Les régions et les villes attendent avec intérêt la présentation, le 3 mars prochain, du plan d’action pour la mise en œuvre du socle européen des droits sociaux. Lors d’un débat organisé avec le représentant de la présidence portugaise du Conseil, les membres du Comité européen des régions (CdR) ont déclaré que l’occasion devrait être saisie d’adresser un message fort aux chefs d’État et de gouvernement qui se réuniront à Porto les 7 et 8 mai, enjoignant ces derniers à relever le niveau de leurs ambitions et à veiller de près à ce que les transitions après la pandémie de COVID-19 soient justes.

La présidence portugaise du Conseil a adressé une saisine à la commission SEDEC du CdR, lui demandant d’élaborer un avis sur «La mise en œuvre du socle européen des droits sociaux du point de vue local et régional». L’avis soulignera le rôle central du socle dans la reprise et l’adaptation de l’Europe aux transitions écologique, numérique et démographique. Celui-ci devrait être adopté lors de la session plénière de mai, quelques jours avant le sommet social de Porto.

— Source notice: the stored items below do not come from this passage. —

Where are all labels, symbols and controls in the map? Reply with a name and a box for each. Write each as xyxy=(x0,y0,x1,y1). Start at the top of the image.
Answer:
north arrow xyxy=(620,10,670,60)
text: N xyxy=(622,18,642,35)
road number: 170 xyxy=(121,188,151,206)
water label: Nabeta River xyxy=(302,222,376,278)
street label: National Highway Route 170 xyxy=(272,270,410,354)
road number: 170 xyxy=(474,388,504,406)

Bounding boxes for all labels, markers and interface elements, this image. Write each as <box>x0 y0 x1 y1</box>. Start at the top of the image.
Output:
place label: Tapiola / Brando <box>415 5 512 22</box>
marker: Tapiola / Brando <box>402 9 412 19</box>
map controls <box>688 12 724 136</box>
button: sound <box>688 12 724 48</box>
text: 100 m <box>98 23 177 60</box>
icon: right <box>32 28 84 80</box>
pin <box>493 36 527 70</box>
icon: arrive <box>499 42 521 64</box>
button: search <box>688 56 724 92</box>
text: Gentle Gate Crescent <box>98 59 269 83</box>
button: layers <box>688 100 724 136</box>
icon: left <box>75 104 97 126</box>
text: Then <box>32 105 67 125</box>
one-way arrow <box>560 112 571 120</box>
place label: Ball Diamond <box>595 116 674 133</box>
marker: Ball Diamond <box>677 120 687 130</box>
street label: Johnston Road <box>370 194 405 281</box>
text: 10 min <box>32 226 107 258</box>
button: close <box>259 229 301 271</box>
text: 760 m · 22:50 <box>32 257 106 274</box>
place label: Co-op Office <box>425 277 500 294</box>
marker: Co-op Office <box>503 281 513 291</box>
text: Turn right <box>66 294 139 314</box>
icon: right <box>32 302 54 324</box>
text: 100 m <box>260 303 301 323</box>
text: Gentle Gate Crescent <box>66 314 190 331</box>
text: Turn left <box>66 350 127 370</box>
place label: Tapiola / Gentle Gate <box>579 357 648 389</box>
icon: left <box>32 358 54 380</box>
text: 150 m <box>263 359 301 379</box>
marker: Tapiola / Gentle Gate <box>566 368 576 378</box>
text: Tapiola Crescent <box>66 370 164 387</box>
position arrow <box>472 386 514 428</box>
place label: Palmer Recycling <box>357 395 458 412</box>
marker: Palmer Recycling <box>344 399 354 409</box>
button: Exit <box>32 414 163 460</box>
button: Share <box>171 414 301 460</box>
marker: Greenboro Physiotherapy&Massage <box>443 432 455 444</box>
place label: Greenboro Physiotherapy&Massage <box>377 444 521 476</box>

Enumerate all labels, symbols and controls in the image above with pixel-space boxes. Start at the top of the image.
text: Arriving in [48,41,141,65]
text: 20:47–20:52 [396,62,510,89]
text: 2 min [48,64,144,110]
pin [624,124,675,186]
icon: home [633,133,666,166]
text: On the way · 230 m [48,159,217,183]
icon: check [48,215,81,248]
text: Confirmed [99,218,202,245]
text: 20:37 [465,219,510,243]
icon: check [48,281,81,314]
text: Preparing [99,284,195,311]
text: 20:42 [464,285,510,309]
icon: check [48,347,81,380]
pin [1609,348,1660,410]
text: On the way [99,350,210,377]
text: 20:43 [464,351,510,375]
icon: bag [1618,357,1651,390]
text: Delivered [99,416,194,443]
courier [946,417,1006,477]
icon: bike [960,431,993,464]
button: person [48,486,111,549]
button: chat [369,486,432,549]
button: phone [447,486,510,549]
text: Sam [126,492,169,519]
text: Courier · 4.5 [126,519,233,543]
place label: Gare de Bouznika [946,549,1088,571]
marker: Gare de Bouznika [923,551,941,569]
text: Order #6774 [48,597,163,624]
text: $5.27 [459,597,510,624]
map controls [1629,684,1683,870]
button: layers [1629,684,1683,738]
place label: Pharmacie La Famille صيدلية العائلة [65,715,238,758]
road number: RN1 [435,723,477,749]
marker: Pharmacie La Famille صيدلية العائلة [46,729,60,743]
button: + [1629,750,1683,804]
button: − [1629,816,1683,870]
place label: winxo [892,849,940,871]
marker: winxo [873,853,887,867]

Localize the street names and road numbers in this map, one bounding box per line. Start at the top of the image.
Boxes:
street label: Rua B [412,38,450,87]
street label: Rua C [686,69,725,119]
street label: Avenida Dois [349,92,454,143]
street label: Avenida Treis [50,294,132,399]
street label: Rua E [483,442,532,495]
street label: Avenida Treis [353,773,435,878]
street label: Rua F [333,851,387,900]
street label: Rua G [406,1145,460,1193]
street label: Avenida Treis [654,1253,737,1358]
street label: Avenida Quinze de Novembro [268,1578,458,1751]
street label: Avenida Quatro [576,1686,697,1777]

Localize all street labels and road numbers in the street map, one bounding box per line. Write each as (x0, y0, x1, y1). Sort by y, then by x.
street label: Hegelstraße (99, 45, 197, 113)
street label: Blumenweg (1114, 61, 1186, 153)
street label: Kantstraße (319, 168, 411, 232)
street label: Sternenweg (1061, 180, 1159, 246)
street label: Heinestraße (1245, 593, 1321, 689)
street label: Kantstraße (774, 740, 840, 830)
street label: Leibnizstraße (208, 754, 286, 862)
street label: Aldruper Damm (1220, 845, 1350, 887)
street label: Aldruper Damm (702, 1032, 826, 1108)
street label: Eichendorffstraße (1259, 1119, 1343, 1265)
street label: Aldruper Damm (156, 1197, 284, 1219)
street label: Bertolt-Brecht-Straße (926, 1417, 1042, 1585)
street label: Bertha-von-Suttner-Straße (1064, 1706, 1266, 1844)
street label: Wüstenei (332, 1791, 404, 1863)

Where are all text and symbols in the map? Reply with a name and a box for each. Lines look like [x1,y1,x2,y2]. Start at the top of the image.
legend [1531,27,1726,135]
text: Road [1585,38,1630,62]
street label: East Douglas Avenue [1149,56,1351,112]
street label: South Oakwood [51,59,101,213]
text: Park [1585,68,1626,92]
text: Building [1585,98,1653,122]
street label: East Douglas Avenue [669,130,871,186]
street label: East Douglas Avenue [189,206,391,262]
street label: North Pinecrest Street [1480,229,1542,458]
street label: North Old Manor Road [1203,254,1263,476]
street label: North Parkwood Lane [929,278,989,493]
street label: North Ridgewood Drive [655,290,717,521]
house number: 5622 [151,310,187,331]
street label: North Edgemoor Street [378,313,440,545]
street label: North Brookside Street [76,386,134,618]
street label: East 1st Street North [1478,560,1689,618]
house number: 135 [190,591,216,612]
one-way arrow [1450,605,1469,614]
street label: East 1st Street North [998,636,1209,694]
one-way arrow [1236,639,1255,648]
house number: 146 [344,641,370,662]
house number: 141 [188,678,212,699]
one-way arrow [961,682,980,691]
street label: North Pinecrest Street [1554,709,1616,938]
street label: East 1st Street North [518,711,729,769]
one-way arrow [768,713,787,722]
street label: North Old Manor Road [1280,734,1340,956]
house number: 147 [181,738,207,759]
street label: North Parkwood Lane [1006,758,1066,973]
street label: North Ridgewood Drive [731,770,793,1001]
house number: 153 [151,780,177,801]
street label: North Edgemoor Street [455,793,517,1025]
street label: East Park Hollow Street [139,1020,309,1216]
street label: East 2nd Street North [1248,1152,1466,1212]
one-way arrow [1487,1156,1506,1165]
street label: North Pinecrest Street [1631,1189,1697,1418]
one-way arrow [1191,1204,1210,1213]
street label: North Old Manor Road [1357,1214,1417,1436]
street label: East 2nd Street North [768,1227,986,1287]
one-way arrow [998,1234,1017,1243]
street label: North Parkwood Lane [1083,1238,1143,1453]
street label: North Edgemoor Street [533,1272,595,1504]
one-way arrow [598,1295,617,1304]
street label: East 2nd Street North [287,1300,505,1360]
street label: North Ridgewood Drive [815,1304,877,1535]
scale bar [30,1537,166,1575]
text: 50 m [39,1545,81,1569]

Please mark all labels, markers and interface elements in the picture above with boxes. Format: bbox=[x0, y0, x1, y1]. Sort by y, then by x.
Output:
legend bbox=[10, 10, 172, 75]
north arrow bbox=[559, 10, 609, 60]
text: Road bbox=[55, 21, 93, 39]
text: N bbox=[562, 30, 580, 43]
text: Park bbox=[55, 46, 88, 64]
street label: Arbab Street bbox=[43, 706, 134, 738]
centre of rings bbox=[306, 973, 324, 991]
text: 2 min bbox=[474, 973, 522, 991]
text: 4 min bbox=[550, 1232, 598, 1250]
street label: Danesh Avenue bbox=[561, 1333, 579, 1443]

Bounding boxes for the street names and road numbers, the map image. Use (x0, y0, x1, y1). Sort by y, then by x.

Anne Karjalainen (FI/PSE), présidente de la commission SEDEC, conseillère municipale de la ville de Kerava et rapporteure du prochain avis, a déclaré: «Le socle européen des droits sociaux doit devenir une partie intégrante de l’ADN de l’Union européenne pour lutter contre l’injustice sociale, renforcer la résilience face aux crises et aider les populations à traverser sans dommage les transitions écologique et numérique. Il est grand temps de passer à une mise en pratique coordonnée à l’échelle de l’Union. Le plan d’action pour la mise en œuvre du socle devrait être clair et ambitieux, assorti d’objectifs contraignants qui permettent de suivre efficacement les progrès accomplis. Il devrait aussi reconnaître pleinement le rôle des collectivités locales et régionales dans l’application des principes du socle sur le terrain, en garantissant l’équité et l’inclusion».

Gabriel Bastos , secrétaire d’État à la sécurité sociale du gouvernement portugais, a déclaré: «Compte tenu de la proximité du CdR avec les citoyens, ainsi que de sa compréhension de la réalité sur le terrain, sa contribution et son apport seront essentiels pour mettre en œuvre le socle européen des droits sociaux ou encore pour moduler et affiner les politiques sociales.»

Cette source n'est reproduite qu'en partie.